大引け、プラス圏維持できず、小幅続落

日中足は、ダブルトップ
後場寄付きは、前日比プラスでスタート。
ドル円が、しっかり97.70円台で推移しており、これを背景に、日経平均はごくごく微細な動きですが、ジリ高傾向を見せました。
基本的には、米国の連邦議会の債務上限問題難航(当然、今月の連銀の政策変更はありえない。)ということで、ドルというものは、かなり買いづらいという状況が続きます。
ただ緊迫感はそこまで無いようです。少なくともリスクオフの動きは無い、と言えます。
実際、ユーロも、アジア株も高いということですから、これは間違いなさそうです。
今の所、ドルが売られているという状況も無く、やや債務上限問題については、今日のところはタカをくくっている感じが見受けられます。
日経平均は、午前中の14217円、午後の14219円と、ほぼ同値近辺でダブルトップとなり、大引けは小幅続落となりました。
どこを向いてもソフトバンク
市場全体があまり大きな動意が無い中で、上昇率はともかく、ソフトバンクの話ばかりが飛び交っていたようです。昨日、欧州系がかなり腰の入った買いを入れたという観測報道が市場に流れていたことも、個人投資家に火をつけたようです。
昨日は全体の9.3%の売買代金をソフトバンク一つで占めました。
本日は9.8%を占めています。
本日の売買代金は、2000億円。二位につけたトヨタ自動車のちょうど5倍でした。
時価総額で、ついに三菱IFJを抜いて、第二位に躍り出ました。9兆円に迫る勢い。
観測や噂、期待といった動機のほうが大きいこのソフトバンクのブル相場は、回転が効いている限り続くことになるのでしょう。

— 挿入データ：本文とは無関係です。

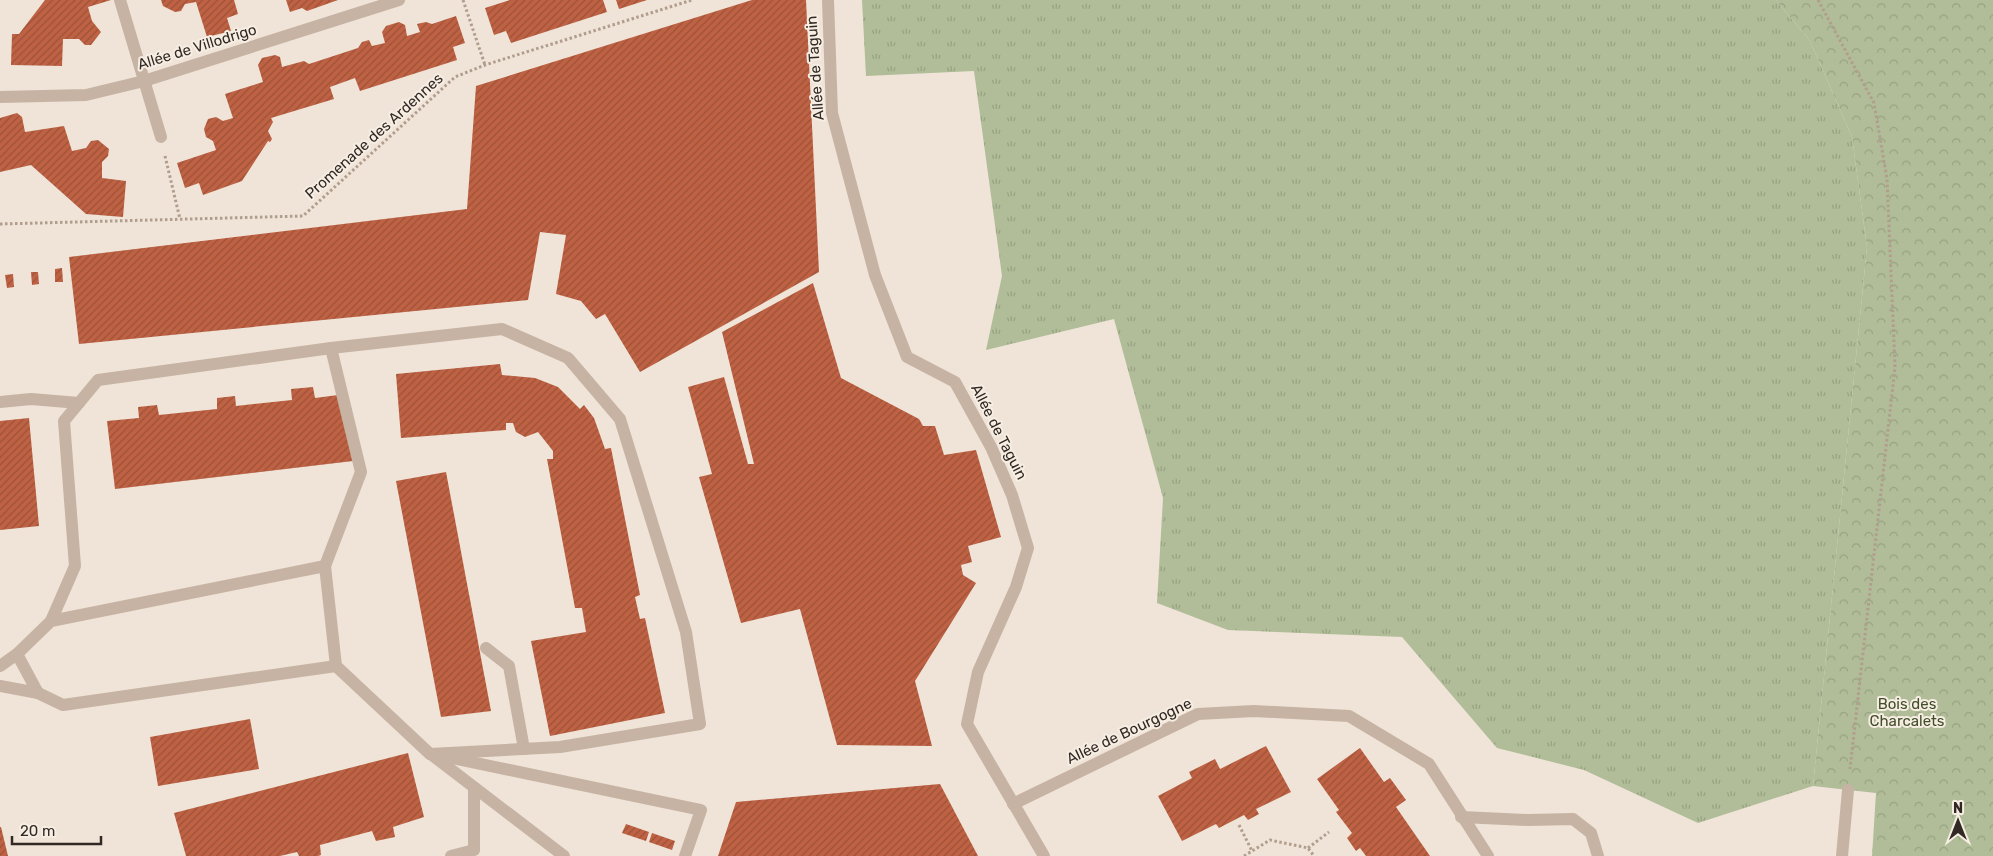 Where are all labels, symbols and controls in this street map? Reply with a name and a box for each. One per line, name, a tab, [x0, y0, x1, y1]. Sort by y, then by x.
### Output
street label: Allée de Taguin	[802, 15, 828, 121]
street label: Allée de Villodrigo	[135, 20, 259, 74]
street label: Promenade des Ardennes	[301, 69, 447, 203]
street label: Allée de Taguin	[967, 381, 1031, 483]
street label: Allée de Bourgogne	[1064, 694, 1194, 768]
park label: Bois des Charcalets	[1869, 695, 1945, 730]
north arrow	[1933, 796, 1983, 846]
text: N	[1953, 800, 1963, 817]
scale bar	[12, 814, 101, 846]
text: 20 m	[20, 822, 55, 840] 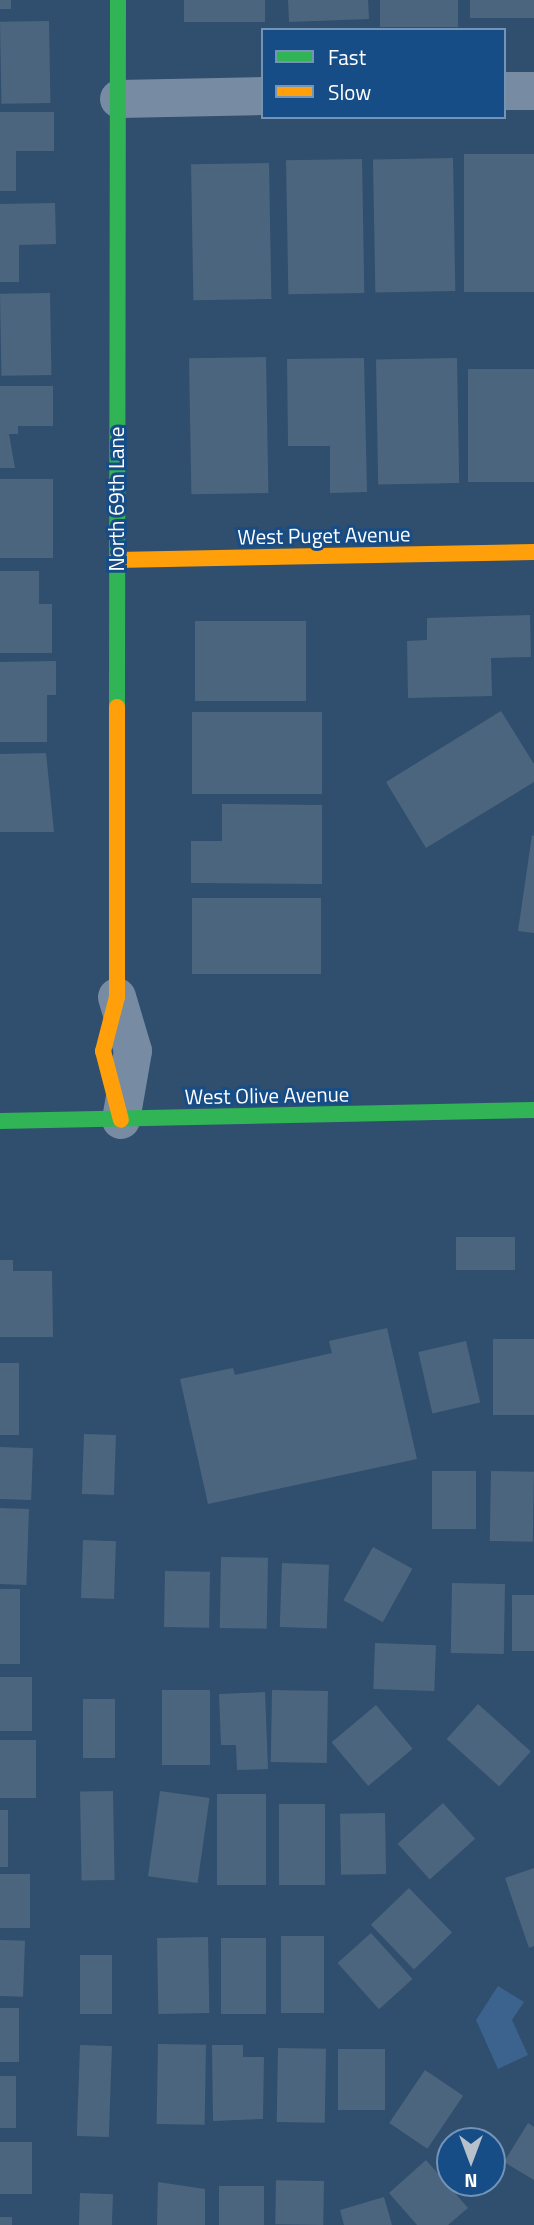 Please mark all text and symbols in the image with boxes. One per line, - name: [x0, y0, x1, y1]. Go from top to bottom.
- legend: [261, 28, 506, 119]
- text: Fast: [328, 41, 366, 73]
- text: Slow: [328, 76, 371, 108]
- street label: North 69th Lane: [103, 427, 129, 571]
- street label: West Puget Avenue: [237, 521, 411, 549]
- street label: West Olive Avenue: [184, 1081, 350, 1109]
- north arrow: [436, 2127, 506, 2197]
- text: N: [464, 2167, 478, 2196]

PEGは、四季報秋号ベースで試算すると、0.48倍。本日終わり値は7530円です。今期33.7%増益期待ということですが、この期待成長率1に対して、株価は0.48までしか織り込まれていない、という意味がこのPEGです。
実はこれを逆算すると、期待成長率1まで目一杯評価されたとして、ソフトバンクの理論株価(俗に言うフェアバリューという幻想)は、15687円ということになります。
ただ、ふつうPEGはこういう逆算でフェアバリューを求めることはしていません。
というのは、PEGは、EPSが異常値である場合も多々あるので、そのまま逆算してもそれが合理的なものかどうか、かなり疑問が残るためです。

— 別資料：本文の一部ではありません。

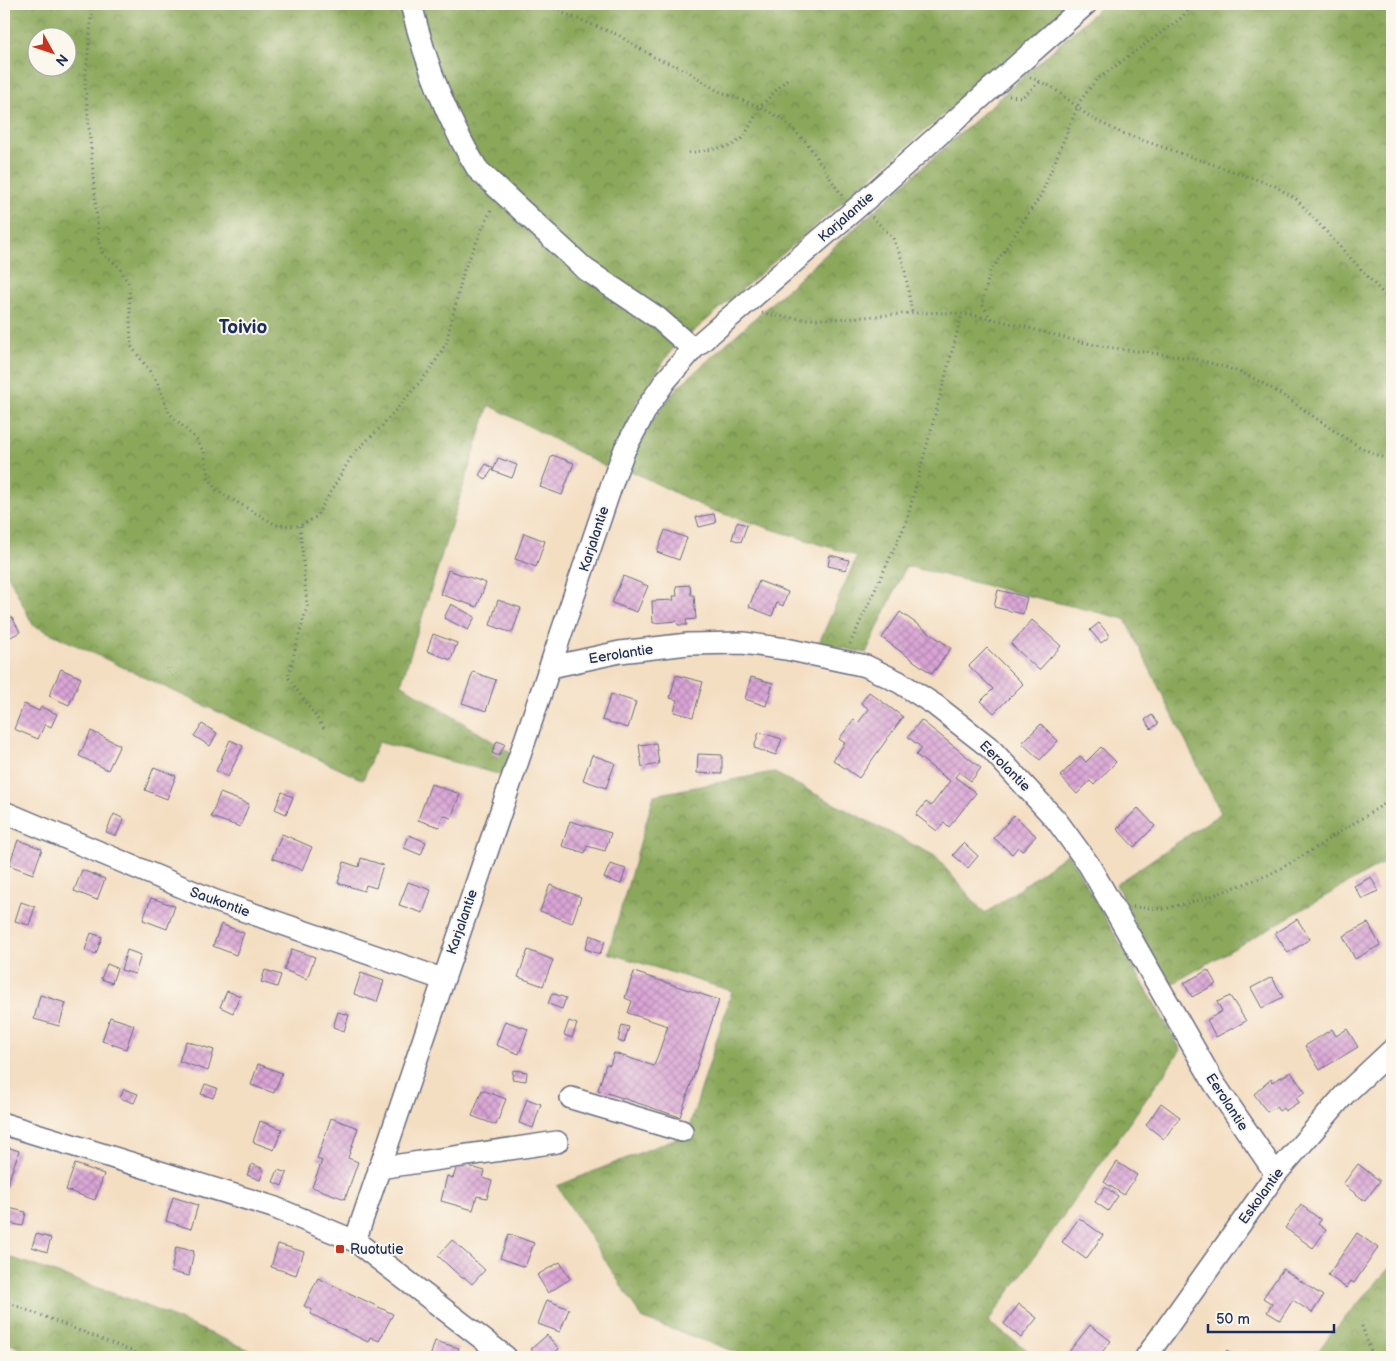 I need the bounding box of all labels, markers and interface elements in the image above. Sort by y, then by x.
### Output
north arrow [28,28,78,78]
text: N [52,51,71,70]
street label: Karjalantie [815,188,877,246]
district label: Toivio [219,316,268,339]
street label: Karjalantie [575,504,613,574]
street label: Eerolantie [588,641,654,667]
street label: Eerolantie [976,737,1034,795]
street label: Saukontie [188,883,252,921]
street label: Karjalantie [443,887,481,957]
street label: Eerolantie [1202,1070,1252,1134]
street label: Eskolantie [1235,1165,1287,1227]
place label: Ruotutie [350,1241,403,1258]
marker: Ruotutie [334,1243,346,1255]
scale bar [1208,1301,1335,1333]
text: 50 m [1216,1310,1250,1329]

一応、ソフトバンクの場合、四季報データが、極端なEPSの変化率ではないので、異常値ではなさそうですが、この理論株価はかなり乱暴なものであるという前提でご認識いただきたいと思います。
増田足
増田足では、日経平均現物の6色分布(10月2日⇒10月3日)は上昇銘柄群が、64.3⇒47.8%。下落銘柄群が35.7⇒52.2%。
6色帯は、いまのところ13日連続で「緑(上昇)」です。
日経平均現物・先物は、「先読み」「未来の窓」ともに連続ブルーで、75日足がサポート。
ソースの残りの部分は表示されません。